JUSTICE LEAGUE: THE RISE OF ARSENAL #1: (DC) Not superhero porn, but the inevitable continuation of the creatively bankrupt resolution of Cry For Justice, as we follow Roy Harper nee Speedy nee Arsenal nee Red Arrow through the aftermath of the death of his daughter and the loss of his arm. Amateurishly drawn and no cliche is left unsprung in the script. You can do better than this. D+
THE MYSTIC HANDS OF DR. STRANGE: (Marvel) Back in the day, they used to commission, then stockpile, various stories from various artists and writers in case the regular creative team missed a deadline. They ran the gamut from inspired to insipid, and in large part are why we don’t see that practice in play too much these days. Everybody and their mother that wants to write comics, at some point, seems to want to write a Dr.

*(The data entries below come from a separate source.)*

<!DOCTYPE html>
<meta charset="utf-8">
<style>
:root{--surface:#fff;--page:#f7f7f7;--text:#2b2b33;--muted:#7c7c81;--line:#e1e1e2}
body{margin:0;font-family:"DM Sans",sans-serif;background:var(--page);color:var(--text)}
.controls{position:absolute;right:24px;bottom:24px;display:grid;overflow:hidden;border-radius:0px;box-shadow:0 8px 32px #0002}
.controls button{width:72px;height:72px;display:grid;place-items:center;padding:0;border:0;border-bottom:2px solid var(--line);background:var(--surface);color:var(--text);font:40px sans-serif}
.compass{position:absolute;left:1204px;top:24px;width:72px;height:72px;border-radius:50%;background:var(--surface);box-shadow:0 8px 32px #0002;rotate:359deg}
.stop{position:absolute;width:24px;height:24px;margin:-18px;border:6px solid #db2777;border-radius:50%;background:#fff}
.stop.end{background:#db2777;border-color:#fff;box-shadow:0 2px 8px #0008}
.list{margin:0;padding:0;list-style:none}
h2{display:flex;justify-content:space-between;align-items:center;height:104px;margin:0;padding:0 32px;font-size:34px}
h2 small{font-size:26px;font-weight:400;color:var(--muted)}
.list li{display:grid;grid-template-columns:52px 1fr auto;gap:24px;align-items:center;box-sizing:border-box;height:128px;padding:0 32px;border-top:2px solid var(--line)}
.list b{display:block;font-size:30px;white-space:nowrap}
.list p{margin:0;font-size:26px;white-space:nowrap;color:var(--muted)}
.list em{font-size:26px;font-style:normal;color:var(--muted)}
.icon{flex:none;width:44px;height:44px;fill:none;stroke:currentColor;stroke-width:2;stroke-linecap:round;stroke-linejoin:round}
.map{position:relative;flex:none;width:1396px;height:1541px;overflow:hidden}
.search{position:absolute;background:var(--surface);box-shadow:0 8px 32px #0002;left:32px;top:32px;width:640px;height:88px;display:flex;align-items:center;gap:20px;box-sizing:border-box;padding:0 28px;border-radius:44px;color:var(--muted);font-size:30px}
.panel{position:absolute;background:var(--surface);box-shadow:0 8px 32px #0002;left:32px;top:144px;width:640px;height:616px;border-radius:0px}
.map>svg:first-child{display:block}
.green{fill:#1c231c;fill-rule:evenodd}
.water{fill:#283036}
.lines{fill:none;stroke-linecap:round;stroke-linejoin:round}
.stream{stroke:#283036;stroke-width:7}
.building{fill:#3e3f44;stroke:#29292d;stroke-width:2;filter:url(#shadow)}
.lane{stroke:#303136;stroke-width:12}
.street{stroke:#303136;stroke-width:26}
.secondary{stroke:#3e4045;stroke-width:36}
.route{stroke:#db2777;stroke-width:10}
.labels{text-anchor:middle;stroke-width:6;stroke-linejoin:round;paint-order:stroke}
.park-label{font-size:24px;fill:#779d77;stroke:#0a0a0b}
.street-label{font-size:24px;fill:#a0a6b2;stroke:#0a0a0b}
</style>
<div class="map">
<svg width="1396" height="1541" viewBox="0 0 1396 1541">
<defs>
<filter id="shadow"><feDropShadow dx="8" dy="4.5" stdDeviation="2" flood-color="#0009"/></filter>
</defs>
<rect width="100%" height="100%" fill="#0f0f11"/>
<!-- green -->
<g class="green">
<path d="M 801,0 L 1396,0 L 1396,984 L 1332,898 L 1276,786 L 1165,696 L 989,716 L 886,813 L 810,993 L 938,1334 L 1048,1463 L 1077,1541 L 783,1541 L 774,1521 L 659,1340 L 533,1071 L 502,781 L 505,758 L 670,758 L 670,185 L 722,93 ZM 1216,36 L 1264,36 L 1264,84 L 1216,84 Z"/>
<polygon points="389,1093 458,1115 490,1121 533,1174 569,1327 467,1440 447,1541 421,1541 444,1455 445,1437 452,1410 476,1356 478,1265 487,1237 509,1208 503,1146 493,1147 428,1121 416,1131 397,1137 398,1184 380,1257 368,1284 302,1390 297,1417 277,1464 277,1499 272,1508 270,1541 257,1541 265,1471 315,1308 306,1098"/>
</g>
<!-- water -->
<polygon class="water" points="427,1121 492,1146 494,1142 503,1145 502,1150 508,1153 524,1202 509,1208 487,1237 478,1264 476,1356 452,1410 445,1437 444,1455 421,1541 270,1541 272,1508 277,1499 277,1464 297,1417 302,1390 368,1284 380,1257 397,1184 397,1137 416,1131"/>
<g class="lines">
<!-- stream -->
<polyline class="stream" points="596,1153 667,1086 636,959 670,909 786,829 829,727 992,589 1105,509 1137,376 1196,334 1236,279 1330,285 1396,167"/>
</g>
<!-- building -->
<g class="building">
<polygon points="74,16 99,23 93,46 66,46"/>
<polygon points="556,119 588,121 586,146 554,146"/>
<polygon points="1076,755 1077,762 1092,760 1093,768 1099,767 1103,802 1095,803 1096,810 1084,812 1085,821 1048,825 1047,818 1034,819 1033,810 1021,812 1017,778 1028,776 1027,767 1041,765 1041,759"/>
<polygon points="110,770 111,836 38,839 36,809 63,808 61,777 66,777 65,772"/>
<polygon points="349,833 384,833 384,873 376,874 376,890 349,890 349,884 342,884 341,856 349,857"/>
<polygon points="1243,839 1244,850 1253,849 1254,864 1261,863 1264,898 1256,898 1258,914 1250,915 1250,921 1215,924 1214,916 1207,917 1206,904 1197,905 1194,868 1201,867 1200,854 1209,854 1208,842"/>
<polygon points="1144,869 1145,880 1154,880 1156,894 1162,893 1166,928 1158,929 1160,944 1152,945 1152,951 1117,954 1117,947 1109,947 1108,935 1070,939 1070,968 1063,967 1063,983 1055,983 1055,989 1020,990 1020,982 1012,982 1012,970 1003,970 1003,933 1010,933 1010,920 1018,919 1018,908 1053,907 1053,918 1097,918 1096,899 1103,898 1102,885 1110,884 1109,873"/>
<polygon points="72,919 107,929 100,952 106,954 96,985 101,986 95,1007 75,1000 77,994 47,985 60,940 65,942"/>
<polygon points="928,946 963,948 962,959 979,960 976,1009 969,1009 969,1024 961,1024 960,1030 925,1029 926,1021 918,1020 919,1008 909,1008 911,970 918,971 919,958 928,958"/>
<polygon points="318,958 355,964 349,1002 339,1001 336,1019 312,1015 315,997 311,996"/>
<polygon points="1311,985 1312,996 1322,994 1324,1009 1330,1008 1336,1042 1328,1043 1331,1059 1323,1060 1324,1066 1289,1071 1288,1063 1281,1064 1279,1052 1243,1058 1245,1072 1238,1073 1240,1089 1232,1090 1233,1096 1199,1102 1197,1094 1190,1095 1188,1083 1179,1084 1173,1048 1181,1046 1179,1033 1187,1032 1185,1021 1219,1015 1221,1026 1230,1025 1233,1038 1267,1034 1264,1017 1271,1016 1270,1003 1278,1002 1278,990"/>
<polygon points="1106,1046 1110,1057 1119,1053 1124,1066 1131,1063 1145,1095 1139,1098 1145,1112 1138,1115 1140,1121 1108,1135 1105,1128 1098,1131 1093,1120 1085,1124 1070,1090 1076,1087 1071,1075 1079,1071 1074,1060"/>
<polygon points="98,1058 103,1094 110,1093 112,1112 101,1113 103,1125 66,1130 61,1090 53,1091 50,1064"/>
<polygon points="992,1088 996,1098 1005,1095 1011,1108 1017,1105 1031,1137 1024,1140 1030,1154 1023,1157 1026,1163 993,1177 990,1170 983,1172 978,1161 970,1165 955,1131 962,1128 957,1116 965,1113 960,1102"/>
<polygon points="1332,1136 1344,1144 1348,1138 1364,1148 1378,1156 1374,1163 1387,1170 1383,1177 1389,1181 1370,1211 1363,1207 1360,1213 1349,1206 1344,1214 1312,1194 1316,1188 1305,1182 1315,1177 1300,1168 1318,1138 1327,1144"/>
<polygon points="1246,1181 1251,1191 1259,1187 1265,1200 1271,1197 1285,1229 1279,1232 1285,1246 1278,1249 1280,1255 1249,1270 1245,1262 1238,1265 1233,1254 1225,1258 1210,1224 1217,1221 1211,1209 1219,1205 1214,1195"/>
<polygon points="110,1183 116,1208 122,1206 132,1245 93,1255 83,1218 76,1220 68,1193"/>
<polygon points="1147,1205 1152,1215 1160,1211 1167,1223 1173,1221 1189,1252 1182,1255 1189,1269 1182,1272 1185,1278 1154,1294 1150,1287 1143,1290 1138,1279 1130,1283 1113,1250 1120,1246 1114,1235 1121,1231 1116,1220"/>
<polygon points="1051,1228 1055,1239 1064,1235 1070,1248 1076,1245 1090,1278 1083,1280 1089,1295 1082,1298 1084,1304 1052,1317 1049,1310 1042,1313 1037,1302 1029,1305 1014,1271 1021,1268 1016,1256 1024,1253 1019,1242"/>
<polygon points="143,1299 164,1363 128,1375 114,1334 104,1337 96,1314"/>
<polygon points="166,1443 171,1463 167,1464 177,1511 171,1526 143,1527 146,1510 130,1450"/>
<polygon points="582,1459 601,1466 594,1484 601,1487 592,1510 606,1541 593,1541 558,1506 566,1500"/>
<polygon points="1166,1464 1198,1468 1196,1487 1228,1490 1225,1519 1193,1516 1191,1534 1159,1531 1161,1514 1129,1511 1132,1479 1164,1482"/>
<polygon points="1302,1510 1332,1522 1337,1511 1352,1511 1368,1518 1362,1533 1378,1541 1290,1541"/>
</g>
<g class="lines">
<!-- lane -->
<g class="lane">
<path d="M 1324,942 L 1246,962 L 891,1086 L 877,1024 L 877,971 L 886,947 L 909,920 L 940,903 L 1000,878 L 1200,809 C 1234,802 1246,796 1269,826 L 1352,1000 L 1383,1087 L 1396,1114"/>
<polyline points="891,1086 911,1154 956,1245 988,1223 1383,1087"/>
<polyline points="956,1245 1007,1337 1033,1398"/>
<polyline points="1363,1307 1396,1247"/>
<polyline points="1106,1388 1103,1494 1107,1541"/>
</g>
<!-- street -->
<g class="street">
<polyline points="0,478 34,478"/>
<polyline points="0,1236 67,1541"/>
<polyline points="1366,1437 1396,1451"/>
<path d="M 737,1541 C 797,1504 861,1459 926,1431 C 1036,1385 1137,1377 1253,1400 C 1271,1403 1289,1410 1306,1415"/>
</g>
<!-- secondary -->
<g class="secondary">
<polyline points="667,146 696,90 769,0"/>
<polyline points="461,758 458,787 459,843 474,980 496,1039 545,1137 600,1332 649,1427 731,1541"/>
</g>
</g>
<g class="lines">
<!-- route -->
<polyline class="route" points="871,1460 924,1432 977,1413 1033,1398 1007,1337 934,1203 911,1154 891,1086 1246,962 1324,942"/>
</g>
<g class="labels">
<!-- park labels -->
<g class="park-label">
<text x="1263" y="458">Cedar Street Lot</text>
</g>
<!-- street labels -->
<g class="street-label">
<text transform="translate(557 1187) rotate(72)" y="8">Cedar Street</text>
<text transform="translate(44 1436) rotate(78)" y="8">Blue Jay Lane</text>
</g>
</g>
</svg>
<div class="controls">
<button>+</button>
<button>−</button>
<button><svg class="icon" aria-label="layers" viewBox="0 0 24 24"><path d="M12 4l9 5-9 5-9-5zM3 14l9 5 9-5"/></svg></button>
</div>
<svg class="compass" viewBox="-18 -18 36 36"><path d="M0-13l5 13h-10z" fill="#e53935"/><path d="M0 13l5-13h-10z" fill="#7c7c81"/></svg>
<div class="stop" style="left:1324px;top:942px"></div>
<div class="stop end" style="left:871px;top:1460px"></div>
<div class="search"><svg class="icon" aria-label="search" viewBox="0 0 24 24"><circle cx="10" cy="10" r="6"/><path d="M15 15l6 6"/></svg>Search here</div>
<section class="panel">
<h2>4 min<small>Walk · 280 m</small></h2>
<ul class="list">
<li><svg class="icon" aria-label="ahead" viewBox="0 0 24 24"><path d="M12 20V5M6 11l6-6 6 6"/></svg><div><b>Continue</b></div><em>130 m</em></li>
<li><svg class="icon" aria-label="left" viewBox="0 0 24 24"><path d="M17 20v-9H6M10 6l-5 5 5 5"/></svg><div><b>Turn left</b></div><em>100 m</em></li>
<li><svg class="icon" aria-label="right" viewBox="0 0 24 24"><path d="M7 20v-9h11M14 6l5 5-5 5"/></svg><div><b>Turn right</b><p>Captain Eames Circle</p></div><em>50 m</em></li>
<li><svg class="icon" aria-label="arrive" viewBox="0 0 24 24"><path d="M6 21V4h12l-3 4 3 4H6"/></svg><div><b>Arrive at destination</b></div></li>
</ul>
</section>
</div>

Strange story, and what we’re getting here, all dressed up like a circa 1975 Marvel Magazine, seems like a whole lotta auditions and pitches. Best in show here is Kieron Gillen and Fraser Irving’s lead story, in which the Doc investigates a psychiatrist and encounters an old “friend”. My personal favorite Doc artist right now, The Oath’s Marcos Martin, does some nice spot illos for a Mike Carey prose piece. We also get a rare appearance by Ted McKeever, an artist with a difficult style that’s an acquired taste, but I’ve always liked it. Hate that title, surely one of the worst on a mainstream comic since DC’s Sinister House of Secret Love. Makes him sound like a masseuse. B
GALACTA, DAUGHTER OF GALACTUS #s 1, 2: Adam Warren, once more doing That Thing He Do so well, namely, bringing us hypertalky adventures of an attractive superchica, and while it’s not as good as if Warren drew it himself, it’s very nicely brought to life by someone named Hector Sevilla Lujan. A Marvel Comics Digital exclusive, a one-shot is said to be coming out in May. No, I don’t know how the hell Galactus had a daughter either. Maybe they’ll tell us eventually. A-
As always, thanks for reading and see you (hopefully) next Tuesday!